Thursday, February 16, 2012

A Beach Day, and a Late Night!

Yesterday was another beautiful day in paradise! After some schoolwork in the morning, we headed to shore to see if the kayaks were available. Sure enough, they were, so the girls and I had a fun paddle around the shoreline. When we returned, Greg was chatting with a couple of cruisers from New York and they were sharing Lake Ontario sailing stories. We fed the bananaquit birds sugar from our hands, played with huge hermit crabs, and then headed to the beach. The afternoon was lazed away with another family from Montreal, a couple from Ottawa and then we were joined by a couple new to cruising, whose home port is Omaha, Nebraska!
By sunset, we were all tired and hungry, so returned to our respective boats.
After we had finished dinner, the girls had gone to bed and were sitting chatting, we heard the bilge pump, which is a good thing. About 15 minutes later, we heard it again, this is not a good thing. We raised our eyebrows at each other, and got up to see what was going on.
The bilge is the bottom part of the boat, under the floor, but still inside the hull. Invariably, boats leak, spills happen, and in some conditions (none that we ever hope to be in) waves can crash over the boat, putting seawater in your boat.

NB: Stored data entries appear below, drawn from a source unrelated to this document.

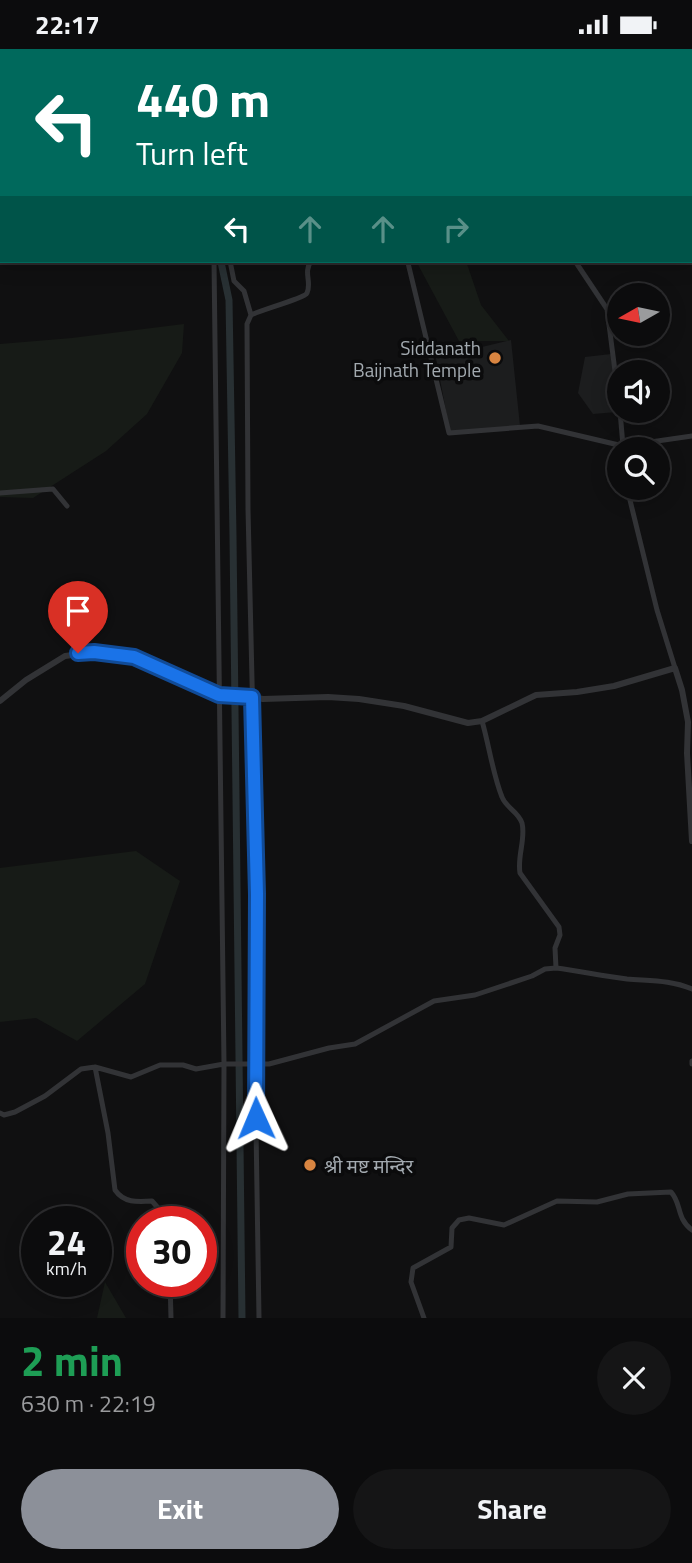 <!DOCTYPE html>
<meta charset="utf-8">
<style>
:root{--surface:#0c0c0d;--page:#151516;--text:#f1f3f6;--muted:#9a9b9d;--line:#2c2c2e;--accent:#8c9099}
body{margin:0;font-family:"Titillium Web","Noto Sans Devanagari",sans-serif;background:var(--page);color:var(--text);height:100vh;display:flex;flex-direction:column;font-size:26px;white-space:nowrap}
*{box-sizing:border-box;margin:0}
p{font-size:23px;color:var(--muted)}
.icon{flex:none;width:38px;height:38px;fill:none;stroke:currentColor;stroke-width:2;stroke-linecap:round;stroke-linejoin:round}
.map{position:relative;height:1269px;overflow:hidden}
.side{display:flex;flex-direction:column;background:var(--surface);flex:1}
.side>*{flex:none}
.hud{position:absolute;left:0px;top:0px;width:693px;height:214px;box-shadow:0 4px 18px #0003,0 0 0 2px var(--line);background:#00695c;color:#fff;overflow:hidden}
.needle{width:46px;rotate:261deg}
.controls{position:absolute;left:607px;top:234px;display:grid;gap:14px}
.controls a{display:grid;place-items:center;width:63px;height:63px;border-radius:50%;background:var(--surface);box-shadow:0 4px 18px #0003,0 0 0 2px var(--line);font-size:35px}
.speed{position:absolute;left:21px;top:1157px;display:flex;gap:14px;font-size:35px;font-weight:700;text-align:center}
.speed>*{display:grid;place-content:center;width:91px;height:91px;border-radius:50%;background:var(--surface);box-shadow:0 4px 18px #0003,0 0 0 2px var(--line);line-height:1}
.speed small{font-size:18px;font-weight:400}
.speed .limit{border:10px solid #d22;background:#fff;color:#111}
.pin{position:absolute;display:grid;place-items:center;width:60px;height:60px;color:#fff;margin:-72px -30px;border-radius:50% 50% 50% 0;rotate:-45deg;box-shadow:0 0 7px #0007}
.pin .icon{rotate:45deg}
.me{position:absolute;width:77px;margin:-38px;rotate:359deg;stroke-linejoin:round;filter:drop-shadow(0 0 5px #0008)}
.turn{display:flex;align-items:center;gap:24px;height:147px;padding:0 21px;font-size:32px}
.turn .icon{width:91px;height:91px;stroke-width:2.5}
.turn b{display:block;font-size:49px;line-height:60px}
.lanes{display:flex;align-items:center;height:66px;padding:0 21px;background:#0003;justify-content:center;gap:35px;direction:ltr}
.lanes .off{opacity:.35}
.round{display:grid;place-items:center;flex:none;width:74px;height:74px;border-radius:37px;background:var(--page)}
.head{display:flex;align-items:center;justify-content:space-between;height:119px;padding:0 21px}
h1{font-size:42px;font-weight:700;line-height:52px;color:#1e9e55}
.primary-button{display:flex;gap:14px;margin-top:auto;padding:14px 21px}
.primary-button a{flex:1;height:80px;border-radius:42px;background:var(--accent);color:#fff;font-size:28px;font-weight:700;line-height:80px;text-align:center}
.primary-button a+a{background:var(--page);color:var(--text)}
.status{display:flex;justify-content:space-between;align-items:center;height:49px;padding:0 35px;background:var(--surface);direction:ltr}
.status svg{height:19px;fill:currentColor}
.map>svg:first-child{display:block}
</style>
<div class="status"><b>22:17</b><svg viewBox="0 0 49 12"><path d="M0 12V9h3v3zM5 12V6h3v6zM10 12V3h3v9zM15 12V0h3v12zM26 1h20v11H26zM47 4h2v5h-2z"/></svg></div>
<div class="map">
<svg width="692" height="1269" viewBox="0 0 692 1269">
<rect width="100%" height="100%" fill="#101011"/>
<path fill="#1c1d1e" d="M 511,291 L 520,377 L 450,383 L 436,309 Z
M 611,305 L 617,363 L 593,365 L 578,344 L 585,308 Z"/>
<path fill="#171b17" d="M 416,212 L 466,212 L 481,256 L 509,292 L 459,292 Z
M 184,275 L 182,304 L 147,365 L 106,402 L 33,449 L 0,448 L 0,295 L 72,289 Z
M 136,802 L 180,832 L 145,935 L 77,992 L 36,969 L 0,973 L 0,819 Z
M 105,1233 L 126,1269 L 97,1269 Z"/>
<g fill="none" stroke-linecap="round" stroke-linejoin="round">
<path stroke="#283033" stroke-width="7" d="M 221,213 L 229,251 L 233,487 L 242,1269"/>
<path stroke="#283033" stroke-width="10" d="M 691,39 L 692,39
M 0,158 L 2,157"/>
<path stroke="#323336" stroke-width="5" d="M 458,0 L 459,2
M 214,212 L 224,1015 L 223,1269
M 230,212 L 234,232 L 244,242 L 251,266
M 575,212 L 607,260 L 620,361
M 408,214 L 449,384 L 538,377 L 623,397 L 692,387
M 620,362 L 623,397
M 627,439 L 657,561 L 675,619
M 0,444 L 53,440 L 67,457
M 482,672 C 489,696 493,726 502,748 C 506,759 518,762 522,774 C 526,790 517,807 520,824 L 559,878 L 560,886 L 555,899 L 556,919
M 692,1012 L 692,1015
M 95,1018 L 108,1084 L 115,1141 C 124,1154 137,1153 152,1152 L 159,1160 L 165,1172
M 0,1064 L 4,1066 L 15,1063 L 45,1047 L 81,1020 L 95,1018 L 131,1028 L 160,1016 L 183,1016 L 196,1020 L 224,1015 L 269,1015 L 329,999 L 355,995 L 434,952 L 475,946 L 532,927 L 545,920 L 556,919 C 579,922 603,927 627,930 C 650,932 671,931 692,940
M 170,1232 L 171,1269
M 259,1269 L 255,1015 L 257,845 L 248,460 L 247,275 L 251,266 C 261,261 305,249 307,244 C 312,233 303,224 311,212
M 424,1269 L 411,1233 L 413,1219 L 451,1198 L 452,1179 L 459,1171 L 469,1169 L 504,1176 L 557,1152 L 597,1153 L 628,1145 L 671,1143 C 682,1155 676,1169 692,1181"/>
<path stroke="#323336" stroke-width="6" d="M 0,652 L 26,631 L 65,607 L 94,603 L 134,608 L 186,633 L 226,647 L 247,647 L 263,650 L 328,648 L 359,650 L 404,657 L 468,674 L 482,672 L 536,646 L 577,643 L 614,637 L 675,619 L 682,641 L 688,673 L 687,704 L 692,792"/>
</g>
<g fill="none" stroke-linecap="round" stroke-linejoin="round">
<defs>
<path id="route" d="M 78,604 L 94,603 L 134,608 L 219,646 L 252,648 L 257,845 L 256,1069"/>
</defs>
<use href="#route" stroke="#114b97" stroke-width="18"/>
<use href="#route" stroke="#1a73e8" stroke-width="12"/>
</g>
<g fill="#d98541" stroke="#0b0b0c" stroke-width="2.5">
<circle cx="495" cy="309" r="7"/>
<circle cx="310" cy="1116" r="7"/>
</g>
<g text-anchor="middle" dominant-baseline="central" stroke-width="7" stroke-linejoin="round" paint-order="stroke">
<g font-size="19" fill="#a3aab0" stroke="#0b0b0c" text-anchor="end">
<text x="481" y="298">Siddanath<tspan x="481" dy="22">Baijnath Temple</tspan></text>
<text x="324" y="1116" text-anchor="start">श्री मष्ट मन्दिर</text>
</g>
</g>
</svg>
<div class="controls">
<a><svg class="needle" viewBox="-14 -14 28 28"><path d="M0-13l5 13h-10z" fill="#e53935"/><path d="M0 13l5-13h-10z" fill="#9a9b9d"/></svg></a>
<a><svg class="icon" aria-label="sound" viewBox="0 0 24 24"><path d="M4 9h4l5-4v14l-5-4H4zM17 9q2 3 0 6"/></svg></a>
<a><svg class="icon" aria-label="search" viewBox="0 0 24 24"><circle cx="10" cy="10" r="6"/><path d="M15 15l6 6"/></svg></a>
</div>
<div class="speed"><div>24<small>km/h</small></div><div class="limit">30</div></div>
<div class="pin" style="left:78px;top:604px;background:#d93025"><svg class="icon" aria-label="arrive" viewBox="0 0 24 24"><path d="M6 21V4h12l-3 4 3 4H6"/></svg></div>
<svg class="me" style="left:256px;top:1069px" viewBox="-20 -20 40 40"><path d="M0-17L14 15 0 8-14 15z" fill="#1a73e8" stroke="#fff" stroke-width="4"/></svg>
<div class="hud">
<div class="turn"><svg class="icon" aria-label="left" viewBox="0 0 24 24"><path d="M17 20v-9H6M10 6l-5 5 5 5"/></svg><div><b>440 m</b>Turn left</div></div>
<div class="lanes"><svg class="icon" aria-label="left" viewBox="0 0 24 24"><path d="M17 20v-9H6M10 6l-5 5 5 5"/></svg><svg class="icon off" aria-label="ahead" viewBox="0 0 24 24"><path d="M12 20V5M6 11l6-6 6 6"/></svg><svg class="icon off" aria-label="ahead" viewBox="0 0 24 24"><path d="M12 20V5M6 11l6-6 6 6"/></svg><svg class="icon off" aria-label="right" viewBox="0 0 24 24"><path d="M7 20v-9h11M14 6l5 5-5 5"/></svg></div>
</div>
</div>
<section class="side">
<div class="head"><div><h1>2 min</h1><p>630 m · 22:19</p></div><a class="round"><svg class="icon" aria-label="close" viewBox="0 0 24 24"><path d="M6 6l12 12M18 6L6 18"/></svg></a></div>
<div class="primary-button"><a>Exit</a><a>Share</a></div>
</section>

This is all resolved by your handy bilge pump, which once the water in the bilge reaches a certain level, is turned on by a float switch and pumps the water out of the boat. Depending on several variables, this could happen up to 5 or 6 times a day. Every fifteen minutes means not only that there is something wrong, but also that your batteries will not last very long, thus resulting in a sunk boat.
Greg quickly lifted the bilge cover to see if the cause was obvious ... Unfortunately not, and worse still, his first thought was that our water tanks were leaking. In a land of saltwater, fresh water is more precious than gold, so a leaking water tank is truly a disaster. The initial monitoring of the water levels appeared to support this theory. Happily, with further investigation we found that the fluctuating water level was only a result of the rocking of the boat. Another half hour of brain wracking and searching, and still the source of the leak was still not found. Dig further into the bilge and engine room, remove brackets holding water filters for better vantage, find flashlights and headlamps and try to shine in the right spots. Aha! The bilge pump output hose is leaking. Oh no! This means that all the water the pump is trying to pump out of the boat, it is actually pumping back into the bilge. You see where this is going .... a perpetual situation if ever there was one on a boat. Now we dig through the lockers looking for a new piece of hose. No luck. Finally, Greg says 'I know exactly where there is some',
'Great! Let me grab it, where is it?'
'At home, in the garage.'
'O...Kay...., now what?'

To make a long story short, my MacGyver husband scavenged a piece of hose from the manual bilge system by combining it with the secondary bilge system, replaced the leaking hose, and fixed it!
By midnight he was well on his way to having the hose replaced, shortly before 1, it was all complete. A manual and automatic check of the pump, along with a check in the bilge for moving water confirmed that the problem had been resolved.
Now, on to the clean up. Bilges are not the cleanest part of the boat, it is where the engine leaks it's oil to, where the dirty water that smashes around under your floor settles and where you store your grimiest pieces of equipment. Greg, having reached into this water numerous times over the last few hours was greasy past his elbows, as well as having smudges of grease all over him from reaching over the engine. A quick scrub with a cloth and soap, followed by a rinse in the ocean made him respectable enough to step in the shower to finish cleaning up. We fell into bed exhausted around 1:30, hoping to get a few hours sleep before the excitement of Madeline's Birthday began this morning.